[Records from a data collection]
Segment Open

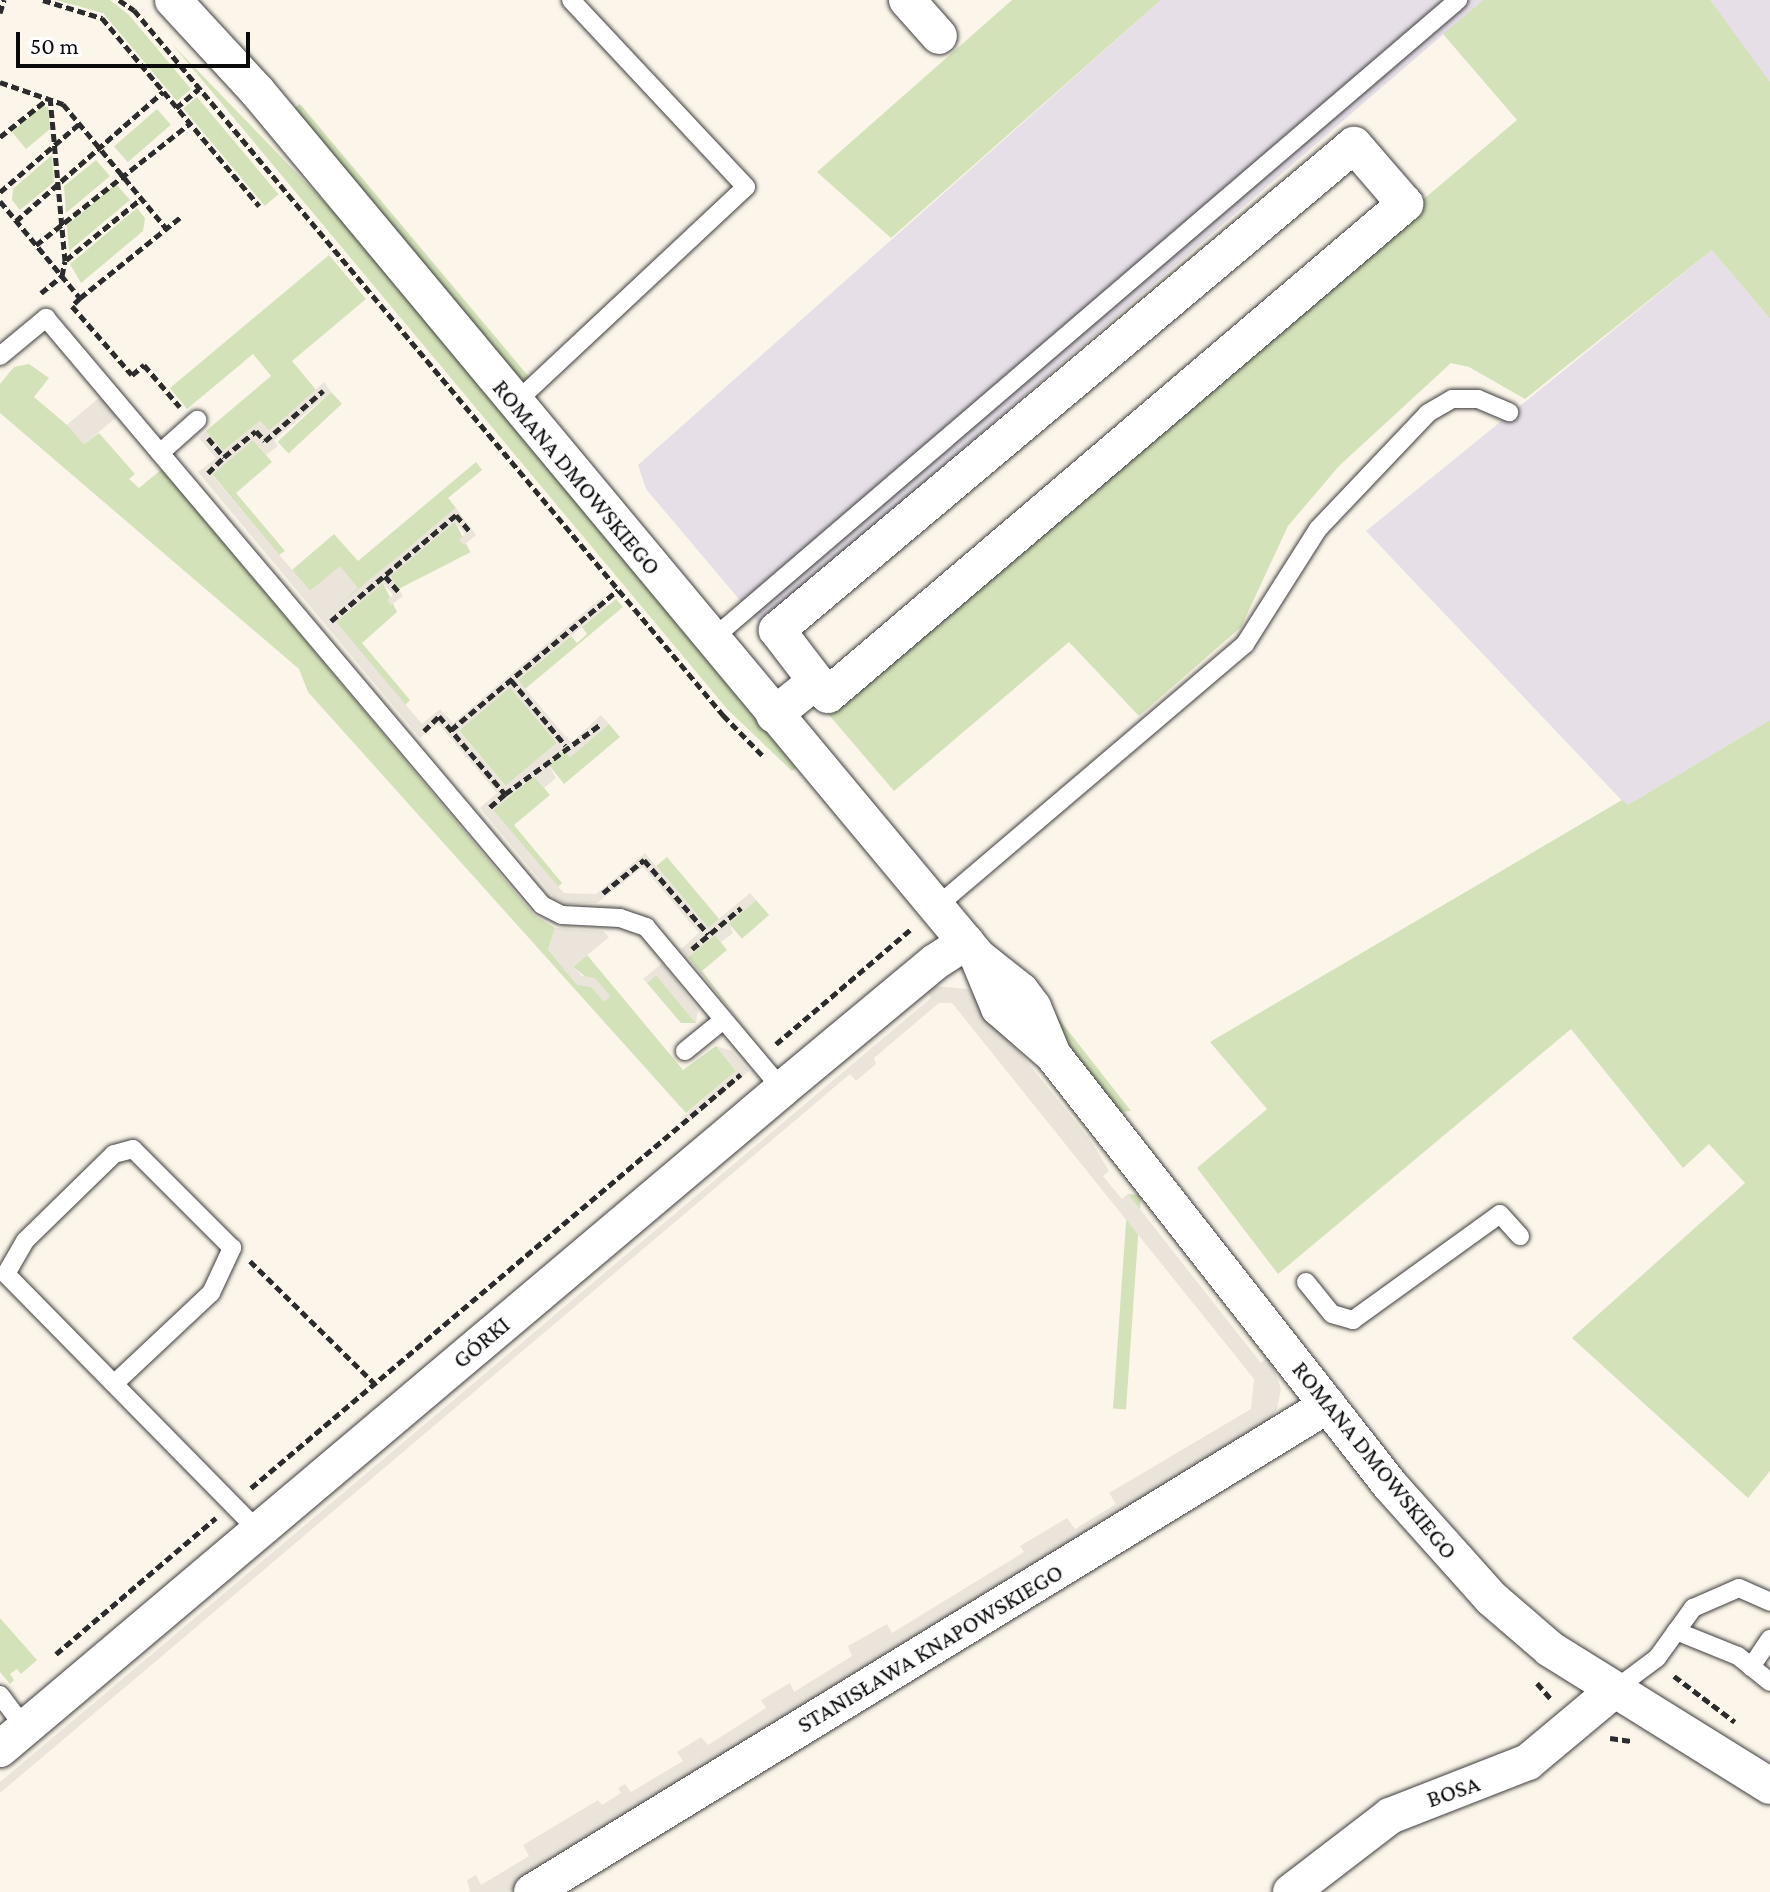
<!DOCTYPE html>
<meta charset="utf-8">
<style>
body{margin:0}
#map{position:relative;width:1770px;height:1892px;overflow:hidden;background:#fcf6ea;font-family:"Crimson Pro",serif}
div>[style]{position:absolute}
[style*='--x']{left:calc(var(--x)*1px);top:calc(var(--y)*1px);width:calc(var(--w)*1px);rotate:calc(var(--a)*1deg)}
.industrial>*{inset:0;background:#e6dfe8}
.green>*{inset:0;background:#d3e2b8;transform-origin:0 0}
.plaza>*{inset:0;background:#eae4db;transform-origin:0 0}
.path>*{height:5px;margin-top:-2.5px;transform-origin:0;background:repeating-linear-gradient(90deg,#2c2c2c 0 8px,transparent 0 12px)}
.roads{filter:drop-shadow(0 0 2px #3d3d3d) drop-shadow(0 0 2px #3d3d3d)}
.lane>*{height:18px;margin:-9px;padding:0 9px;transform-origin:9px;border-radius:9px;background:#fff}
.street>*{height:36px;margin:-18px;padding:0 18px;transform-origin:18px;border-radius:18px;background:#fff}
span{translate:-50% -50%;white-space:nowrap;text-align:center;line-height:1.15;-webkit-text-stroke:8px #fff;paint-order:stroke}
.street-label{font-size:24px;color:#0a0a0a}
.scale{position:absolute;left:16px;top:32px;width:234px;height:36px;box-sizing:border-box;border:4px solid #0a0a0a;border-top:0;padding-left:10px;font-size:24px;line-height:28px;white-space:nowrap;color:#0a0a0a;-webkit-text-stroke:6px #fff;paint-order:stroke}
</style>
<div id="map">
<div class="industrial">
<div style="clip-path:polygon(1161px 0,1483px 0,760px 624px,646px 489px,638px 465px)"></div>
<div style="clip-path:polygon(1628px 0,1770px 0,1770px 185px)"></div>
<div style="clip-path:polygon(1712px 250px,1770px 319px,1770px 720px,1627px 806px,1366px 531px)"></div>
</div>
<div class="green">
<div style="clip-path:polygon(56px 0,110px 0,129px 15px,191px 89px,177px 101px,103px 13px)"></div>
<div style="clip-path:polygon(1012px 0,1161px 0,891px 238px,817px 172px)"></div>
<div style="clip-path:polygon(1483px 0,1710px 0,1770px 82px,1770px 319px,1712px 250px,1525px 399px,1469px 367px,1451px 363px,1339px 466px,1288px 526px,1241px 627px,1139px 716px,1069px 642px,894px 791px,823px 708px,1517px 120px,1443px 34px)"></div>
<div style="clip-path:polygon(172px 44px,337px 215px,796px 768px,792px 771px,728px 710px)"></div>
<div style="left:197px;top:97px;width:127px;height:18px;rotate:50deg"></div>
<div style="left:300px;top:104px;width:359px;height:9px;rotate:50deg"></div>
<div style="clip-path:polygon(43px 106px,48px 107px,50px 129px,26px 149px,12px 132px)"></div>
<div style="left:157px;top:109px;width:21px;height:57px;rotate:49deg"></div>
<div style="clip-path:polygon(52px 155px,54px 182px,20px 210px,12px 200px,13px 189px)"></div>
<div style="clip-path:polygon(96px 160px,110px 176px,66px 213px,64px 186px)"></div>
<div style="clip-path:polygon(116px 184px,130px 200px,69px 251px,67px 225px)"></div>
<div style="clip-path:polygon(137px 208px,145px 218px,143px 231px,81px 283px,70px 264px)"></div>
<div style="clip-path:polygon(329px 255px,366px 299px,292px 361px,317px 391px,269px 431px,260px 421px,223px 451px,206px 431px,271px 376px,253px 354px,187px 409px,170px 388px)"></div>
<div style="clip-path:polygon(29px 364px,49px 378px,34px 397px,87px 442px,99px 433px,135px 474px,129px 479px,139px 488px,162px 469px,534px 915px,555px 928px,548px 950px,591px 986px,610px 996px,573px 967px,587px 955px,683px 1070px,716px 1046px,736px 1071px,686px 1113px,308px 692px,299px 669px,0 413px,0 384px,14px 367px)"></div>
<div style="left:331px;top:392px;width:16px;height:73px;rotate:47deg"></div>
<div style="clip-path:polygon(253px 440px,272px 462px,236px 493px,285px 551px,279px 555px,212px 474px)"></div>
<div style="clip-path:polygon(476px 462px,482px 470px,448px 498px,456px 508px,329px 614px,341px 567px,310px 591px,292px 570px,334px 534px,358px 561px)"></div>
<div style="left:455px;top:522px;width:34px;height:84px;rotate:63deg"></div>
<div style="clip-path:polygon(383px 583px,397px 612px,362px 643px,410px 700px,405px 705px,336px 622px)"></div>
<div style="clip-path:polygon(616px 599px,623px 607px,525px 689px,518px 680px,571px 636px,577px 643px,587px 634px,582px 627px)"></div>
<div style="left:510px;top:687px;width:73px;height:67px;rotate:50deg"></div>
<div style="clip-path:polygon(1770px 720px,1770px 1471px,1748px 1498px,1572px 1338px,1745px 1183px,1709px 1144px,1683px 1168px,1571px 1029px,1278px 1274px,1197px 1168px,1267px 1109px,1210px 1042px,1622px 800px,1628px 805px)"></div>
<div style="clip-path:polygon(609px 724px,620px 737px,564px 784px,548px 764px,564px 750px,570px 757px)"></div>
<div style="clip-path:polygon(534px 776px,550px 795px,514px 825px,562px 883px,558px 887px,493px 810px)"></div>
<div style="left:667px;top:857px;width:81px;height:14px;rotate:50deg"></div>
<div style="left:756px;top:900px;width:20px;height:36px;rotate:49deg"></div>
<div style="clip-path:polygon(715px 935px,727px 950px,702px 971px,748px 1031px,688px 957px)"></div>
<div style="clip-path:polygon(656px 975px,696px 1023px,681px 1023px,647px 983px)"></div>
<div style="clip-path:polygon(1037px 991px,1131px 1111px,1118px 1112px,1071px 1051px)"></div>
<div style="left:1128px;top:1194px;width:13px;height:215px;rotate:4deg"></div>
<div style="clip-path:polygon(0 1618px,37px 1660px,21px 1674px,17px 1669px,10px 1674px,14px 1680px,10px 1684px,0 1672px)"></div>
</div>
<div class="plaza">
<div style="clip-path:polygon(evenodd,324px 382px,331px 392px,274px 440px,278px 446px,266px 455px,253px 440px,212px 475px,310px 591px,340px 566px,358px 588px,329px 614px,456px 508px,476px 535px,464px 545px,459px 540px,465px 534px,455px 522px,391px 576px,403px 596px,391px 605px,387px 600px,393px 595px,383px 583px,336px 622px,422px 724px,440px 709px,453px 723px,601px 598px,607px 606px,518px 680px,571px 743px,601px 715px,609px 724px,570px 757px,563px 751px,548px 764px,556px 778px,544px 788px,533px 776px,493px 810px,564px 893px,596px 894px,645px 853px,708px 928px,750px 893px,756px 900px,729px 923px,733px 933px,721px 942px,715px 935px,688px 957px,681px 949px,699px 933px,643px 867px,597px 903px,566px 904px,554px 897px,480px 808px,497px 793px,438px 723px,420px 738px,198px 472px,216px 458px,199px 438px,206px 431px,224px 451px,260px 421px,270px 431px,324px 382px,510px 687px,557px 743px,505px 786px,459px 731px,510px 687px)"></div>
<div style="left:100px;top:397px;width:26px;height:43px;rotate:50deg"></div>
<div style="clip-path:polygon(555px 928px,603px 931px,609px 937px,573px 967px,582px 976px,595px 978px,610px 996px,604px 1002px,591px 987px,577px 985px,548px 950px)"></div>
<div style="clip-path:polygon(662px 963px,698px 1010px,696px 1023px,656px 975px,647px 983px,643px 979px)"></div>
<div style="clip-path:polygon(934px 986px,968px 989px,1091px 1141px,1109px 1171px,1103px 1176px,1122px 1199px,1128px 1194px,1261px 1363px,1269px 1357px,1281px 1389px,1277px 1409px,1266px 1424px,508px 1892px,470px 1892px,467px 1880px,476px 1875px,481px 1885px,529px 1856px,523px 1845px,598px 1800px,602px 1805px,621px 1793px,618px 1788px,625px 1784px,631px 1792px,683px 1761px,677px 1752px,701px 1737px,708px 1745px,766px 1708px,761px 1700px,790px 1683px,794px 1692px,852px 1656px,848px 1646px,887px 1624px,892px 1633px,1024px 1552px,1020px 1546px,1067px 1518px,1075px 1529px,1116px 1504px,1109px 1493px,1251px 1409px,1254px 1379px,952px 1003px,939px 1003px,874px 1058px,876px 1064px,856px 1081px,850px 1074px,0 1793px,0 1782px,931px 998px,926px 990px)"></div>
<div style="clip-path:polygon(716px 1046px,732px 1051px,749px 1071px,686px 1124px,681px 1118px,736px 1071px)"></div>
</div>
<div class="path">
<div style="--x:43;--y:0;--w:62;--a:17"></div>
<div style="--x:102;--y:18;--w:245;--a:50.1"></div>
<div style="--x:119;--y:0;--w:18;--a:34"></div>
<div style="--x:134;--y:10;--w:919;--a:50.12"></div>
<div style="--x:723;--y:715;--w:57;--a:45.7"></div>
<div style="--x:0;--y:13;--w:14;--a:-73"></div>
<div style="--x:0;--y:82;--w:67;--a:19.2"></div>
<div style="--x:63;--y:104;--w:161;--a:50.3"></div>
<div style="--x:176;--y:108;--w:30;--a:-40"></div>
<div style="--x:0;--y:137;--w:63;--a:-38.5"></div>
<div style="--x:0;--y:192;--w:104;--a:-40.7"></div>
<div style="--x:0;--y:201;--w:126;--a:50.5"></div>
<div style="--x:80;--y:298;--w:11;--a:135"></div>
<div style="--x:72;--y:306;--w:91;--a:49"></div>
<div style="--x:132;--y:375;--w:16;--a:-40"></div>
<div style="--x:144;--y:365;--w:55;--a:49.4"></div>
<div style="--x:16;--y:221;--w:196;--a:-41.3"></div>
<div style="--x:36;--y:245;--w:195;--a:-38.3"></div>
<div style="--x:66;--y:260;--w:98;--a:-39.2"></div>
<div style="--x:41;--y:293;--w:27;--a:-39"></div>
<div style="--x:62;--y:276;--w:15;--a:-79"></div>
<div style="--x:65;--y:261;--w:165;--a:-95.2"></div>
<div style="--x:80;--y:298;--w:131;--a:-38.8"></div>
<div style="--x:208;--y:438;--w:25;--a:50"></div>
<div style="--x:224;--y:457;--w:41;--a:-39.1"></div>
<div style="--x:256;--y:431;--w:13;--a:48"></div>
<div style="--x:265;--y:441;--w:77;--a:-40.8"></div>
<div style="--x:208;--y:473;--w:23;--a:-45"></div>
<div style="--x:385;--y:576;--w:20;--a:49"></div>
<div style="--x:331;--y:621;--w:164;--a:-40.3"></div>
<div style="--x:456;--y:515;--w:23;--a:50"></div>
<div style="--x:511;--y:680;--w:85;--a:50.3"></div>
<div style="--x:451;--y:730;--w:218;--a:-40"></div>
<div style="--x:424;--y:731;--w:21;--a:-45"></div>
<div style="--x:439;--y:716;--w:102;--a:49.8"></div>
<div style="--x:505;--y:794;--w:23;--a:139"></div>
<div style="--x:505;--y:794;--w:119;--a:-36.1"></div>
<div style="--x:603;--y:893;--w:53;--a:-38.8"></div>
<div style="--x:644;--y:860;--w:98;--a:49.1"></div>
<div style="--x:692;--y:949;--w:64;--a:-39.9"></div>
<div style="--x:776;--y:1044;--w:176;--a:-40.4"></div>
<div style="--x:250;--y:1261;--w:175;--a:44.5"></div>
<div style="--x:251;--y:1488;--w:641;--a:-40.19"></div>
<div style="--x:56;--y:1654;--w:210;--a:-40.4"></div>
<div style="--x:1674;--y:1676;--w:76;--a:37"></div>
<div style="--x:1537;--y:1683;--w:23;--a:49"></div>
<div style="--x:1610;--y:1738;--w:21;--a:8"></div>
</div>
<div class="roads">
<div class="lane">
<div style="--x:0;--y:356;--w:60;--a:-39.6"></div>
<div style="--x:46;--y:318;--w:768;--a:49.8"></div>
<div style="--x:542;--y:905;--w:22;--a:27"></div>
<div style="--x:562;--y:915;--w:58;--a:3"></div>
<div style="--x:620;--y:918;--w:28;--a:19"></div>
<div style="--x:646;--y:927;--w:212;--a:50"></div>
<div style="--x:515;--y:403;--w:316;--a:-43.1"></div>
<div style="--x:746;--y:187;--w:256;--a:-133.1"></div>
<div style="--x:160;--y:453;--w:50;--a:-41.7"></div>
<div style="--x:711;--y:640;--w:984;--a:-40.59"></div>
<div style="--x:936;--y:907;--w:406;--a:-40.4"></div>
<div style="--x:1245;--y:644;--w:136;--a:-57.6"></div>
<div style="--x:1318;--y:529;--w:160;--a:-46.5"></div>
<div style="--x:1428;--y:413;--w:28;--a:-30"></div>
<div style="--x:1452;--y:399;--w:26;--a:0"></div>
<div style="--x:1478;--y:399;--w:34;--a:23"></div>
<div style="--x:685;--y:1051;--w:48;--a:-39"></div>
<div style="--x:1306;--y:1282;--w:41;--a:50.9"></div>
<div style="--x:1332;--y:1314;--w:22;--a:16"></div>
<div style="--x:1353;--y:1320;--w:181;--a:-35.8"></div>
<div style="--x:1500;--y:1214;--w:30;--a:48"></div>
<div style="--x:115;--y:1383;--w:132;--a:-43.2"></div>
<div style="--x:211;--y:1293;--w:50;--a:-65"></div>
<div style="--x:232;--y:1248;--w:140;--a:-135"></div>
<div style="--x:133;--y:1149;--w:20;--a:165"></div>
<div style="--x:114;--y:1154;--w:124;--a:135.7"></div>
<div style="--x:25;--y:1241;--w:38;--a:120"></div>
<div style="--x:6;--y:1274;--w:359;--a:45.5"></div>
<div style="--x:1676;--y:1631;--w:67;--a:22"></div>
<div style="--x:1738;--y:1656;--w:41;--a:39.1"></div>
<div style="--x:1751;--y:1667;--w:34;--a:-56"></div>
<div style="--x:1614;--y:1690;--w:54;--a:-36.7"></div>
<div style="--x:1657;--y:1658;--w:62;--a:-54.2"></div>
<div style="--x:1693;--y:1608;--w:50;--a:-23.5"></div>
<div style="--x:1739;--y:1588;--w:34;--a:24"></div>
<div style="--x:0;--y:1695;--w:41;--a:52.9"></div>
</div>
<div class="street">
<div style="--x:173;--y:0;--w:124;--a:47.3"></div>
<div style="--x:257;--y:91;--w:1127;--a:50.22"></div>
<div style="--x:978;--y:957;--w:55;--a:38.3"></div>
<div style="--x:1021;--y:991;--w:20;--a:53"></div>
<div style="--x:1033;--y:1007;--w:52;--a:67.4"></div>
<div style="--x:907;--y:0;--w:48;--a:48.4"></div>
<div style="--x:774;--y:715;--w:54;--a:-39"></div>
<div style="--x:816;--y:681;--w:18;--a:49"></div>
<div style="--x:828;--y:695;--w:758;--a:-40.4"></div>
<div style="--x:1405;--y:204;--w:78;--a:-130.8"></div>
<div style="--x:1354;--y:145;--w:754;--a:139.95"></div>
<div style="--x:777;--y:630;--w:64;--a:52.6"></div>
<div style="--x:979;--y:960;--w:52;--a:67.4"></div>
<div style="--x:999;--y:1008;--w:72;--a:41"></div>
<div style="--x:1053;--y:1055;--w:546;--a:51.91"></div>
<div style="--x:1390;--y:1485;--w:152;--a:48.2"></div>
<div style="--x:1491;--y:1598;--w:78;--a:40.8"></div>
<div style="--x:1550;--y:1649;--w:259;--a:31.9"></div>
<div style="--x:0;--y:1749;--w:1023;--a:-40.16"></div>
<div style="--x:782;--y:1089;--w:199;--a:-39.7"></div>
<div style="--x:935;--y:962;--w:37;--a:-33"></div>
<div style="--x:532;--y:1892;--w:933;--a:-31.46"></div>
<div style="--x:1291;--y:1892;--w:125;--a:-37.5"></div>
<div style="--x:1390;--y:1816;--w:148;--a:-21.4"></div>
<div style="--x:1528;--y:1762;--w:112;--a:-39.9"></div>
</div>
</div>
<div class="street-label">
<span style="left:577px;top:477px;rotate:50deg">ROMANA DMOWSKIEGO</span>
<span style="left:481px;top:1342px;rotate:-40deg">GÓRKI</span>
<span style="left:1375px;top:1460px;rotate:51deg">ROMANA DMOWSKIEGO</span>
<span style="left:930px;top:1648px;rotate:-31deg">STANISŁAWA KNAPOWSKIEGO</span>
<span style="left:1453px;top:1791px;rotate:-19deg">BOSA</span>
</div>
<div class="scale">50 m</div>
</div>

Segment Closed

### REQUIRED WORK
From the records above, show each line that contains the word "absolute".

### YOUR RESPONSE
div>[style]{position:absolute}
.scale{position:absolute;left:16px;top:32px;width:234px;height:36px;box-sizing:border-box;border:4px solid #0a0a0a;border-top:0;padding-left:10px;font-size:24px;line-height:28px;white-space:nowrap;color:#0a0a0a;-webkit-text-stroke:6px #fff;paint-order:stroke}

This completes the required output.